Tally the lines below containing "Hotel" and report only the total.

-=-=-=-=-

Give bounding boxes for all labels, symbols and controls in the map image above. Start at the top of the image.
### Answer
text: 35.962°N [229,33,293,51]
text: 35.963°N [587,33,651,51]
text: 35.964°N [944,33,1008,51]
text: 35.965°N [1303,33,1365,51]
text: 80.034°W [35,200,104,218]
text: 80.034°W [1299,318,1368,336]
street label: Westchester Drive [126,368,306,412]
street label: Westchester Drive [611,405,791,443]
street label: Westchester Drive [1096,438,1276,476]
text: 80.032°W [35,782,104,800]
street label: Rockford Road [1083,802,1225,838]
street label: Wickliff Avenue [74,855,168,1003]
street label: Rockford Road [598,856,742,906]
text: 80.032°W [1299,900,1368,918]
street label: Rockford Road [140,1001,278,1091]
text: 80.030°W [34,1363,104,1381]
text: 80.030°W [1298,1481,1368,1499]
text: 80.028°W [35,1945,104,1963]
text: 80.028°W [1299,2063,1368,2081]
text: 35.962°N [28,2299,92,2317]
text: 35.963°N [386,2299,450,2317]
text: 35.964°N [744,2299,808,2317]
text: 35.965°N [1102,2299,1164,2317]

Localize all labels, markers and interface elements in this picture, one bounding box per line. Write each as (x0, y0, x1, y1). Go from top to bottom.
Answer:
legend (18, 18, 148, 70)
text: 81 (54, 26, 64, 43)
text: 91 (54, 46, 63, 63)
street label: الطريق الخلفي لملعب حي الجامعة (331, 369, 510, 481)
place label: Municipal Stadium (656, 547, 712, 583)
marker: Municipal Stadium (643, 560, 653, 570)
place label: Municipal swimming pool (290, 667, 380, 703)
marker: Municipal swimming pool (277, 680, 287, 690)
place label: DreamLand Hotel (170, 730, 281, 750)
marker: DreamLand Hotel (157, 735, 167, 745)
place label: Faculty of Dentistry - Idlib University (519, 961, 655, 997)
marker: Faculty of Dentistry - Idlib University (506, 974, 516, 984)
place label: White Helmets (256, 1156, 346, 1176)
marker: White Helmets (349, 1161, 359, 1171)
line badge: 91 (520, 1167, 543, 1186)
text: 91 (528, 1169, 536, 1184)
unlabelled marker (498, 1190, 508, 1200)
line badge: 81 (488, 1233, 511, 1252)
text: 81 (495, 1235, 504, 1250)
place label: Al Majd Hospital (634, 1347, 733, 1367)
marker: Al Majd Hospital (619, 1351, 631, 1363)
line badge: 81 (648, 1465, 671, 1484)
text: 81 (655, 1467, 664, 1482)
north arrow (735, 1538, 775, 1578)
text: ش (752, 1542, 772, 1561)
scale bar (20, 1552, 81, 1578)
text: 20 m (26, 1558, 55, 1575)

-=-=-=-=-

RESPONSE TO THIS TASK
2